WORK TASK:
Using the listing that follows, report how many lines include the word "Church", and add no other words.

MATERIAL FOR THIS TASK:
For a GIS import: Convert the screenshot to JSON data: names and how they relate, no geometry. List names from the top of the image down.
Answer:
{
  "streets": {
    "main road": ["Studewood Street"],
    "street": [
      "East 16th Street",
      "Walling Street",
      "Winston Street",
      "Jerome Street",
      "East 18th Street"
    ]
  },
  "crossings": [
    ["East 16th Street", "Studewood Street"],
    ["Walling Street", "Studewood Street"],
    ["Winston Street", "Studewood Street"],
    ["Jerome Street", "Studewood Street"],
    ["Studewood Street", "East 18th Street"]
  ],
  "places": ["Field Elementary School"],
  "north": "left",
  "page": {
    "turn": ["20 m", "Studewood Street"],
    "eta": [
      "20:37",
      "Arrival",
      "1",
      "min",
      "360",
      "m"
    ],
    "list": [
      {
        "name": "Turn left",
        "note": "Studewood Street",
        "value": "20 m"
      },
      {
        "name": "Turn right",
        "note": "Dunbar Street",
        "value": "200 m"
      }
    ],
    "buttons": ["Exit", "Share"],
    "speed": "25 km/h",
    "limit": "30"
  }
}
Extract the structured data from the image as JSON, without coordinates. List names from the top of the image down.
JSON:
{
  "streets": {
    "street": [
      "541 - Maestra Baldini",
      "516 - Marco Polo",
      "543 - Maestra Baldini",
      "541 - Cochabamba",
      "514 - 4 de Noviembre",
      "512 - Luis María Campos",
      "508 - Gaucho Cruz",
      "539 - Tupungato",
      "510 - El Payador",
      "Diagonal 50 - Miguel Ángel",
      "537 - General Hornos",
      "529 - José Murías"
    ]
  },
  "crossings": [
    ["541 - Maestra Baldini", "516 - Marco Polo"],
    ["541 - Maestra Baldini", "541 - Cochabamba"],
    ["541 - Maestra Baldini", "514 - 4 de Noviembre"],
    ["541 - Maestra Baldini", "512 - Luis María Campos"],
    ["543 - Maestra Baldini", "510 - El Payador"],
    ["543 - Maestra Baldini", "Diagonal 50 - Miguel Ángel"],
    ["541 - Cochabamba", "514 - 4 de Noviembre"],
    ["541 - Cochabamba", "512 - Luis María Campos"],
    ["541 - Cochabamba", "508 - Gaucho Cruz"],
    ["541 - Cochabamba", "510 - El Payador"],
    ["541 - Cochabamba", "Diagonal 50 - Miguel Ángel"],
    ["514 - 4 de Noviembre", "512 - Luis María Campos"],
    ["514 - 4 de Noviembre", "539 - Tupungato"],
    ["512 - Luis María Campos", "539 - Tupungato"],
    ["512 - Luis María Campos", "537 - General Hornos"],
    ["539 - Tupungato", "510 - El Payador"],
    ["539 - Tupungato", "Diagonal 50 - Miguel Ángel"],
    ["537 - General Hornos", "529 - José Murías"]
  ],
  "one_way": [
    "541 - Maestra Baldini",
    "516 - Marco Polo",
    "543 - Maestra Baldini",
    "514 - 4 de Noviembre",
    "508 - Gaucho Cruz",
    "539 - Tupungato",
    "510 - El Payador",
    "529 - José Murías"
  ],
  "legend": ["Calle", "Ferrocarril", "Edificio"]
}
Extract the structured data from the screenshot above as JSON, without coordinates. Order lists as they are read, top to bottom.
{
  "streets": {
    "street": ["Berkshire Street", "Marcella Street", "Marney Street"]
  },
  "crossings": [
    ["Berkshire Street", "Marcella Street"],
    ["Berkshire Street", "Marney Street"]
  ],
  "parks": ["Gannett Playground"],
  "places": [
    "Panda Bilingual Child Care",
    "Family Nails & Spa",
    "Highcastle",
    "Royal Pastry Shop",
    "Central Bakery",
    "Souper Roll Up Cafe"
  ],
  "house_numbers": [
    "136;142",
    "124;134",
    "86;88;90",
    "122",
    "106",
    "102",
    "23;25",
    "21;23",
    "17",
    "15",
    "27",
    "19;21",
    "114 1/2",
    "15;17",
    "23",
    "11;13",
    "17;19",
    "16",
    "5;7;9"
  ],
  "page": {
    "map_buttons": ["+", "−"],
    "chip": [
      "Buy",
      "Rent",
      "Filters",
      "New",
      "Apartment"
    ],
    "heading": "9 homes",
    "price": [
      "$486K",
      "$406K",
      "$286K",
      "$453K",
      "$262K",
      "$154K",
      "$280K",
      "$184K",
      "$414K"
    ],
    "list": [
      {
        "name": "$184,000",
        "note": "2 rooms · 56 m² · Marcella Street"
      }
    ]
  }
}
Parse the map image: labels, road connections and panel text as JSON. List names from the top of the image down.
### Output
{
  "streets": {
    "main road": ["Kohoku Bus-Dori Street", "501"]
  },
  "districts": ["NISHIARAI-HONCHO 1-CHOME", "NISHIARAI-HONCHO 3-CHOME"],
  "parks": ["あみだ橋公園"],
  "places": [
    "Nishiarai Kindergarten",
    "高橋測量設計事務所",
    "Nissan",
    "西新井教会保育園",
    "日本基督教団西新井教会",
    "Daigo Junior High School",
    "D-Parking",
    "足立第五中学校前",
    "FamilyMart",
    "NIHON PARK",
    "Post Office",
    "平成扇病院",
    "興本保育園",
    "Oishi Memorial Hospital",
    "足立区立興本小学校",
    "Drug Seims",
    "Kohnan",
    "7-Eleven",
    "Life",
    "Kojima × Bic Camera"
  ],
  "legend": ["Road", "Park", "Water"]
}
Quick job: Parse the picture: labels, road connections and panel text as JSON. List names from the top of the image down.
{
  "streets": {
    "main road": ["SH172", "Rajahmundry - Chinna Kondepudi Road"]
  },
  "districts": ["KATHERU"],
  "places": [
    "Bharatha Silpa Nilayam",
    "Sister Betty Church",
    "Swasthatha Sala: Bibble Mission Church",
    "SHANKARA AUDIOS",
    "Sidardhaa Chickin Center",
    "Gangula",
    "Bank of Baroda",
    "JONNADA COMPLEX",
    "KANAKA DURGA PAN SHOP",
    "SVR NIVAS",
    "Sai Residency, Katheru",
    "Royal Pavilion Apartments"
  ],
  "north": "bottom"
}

EXERCISE RESPONSE:
2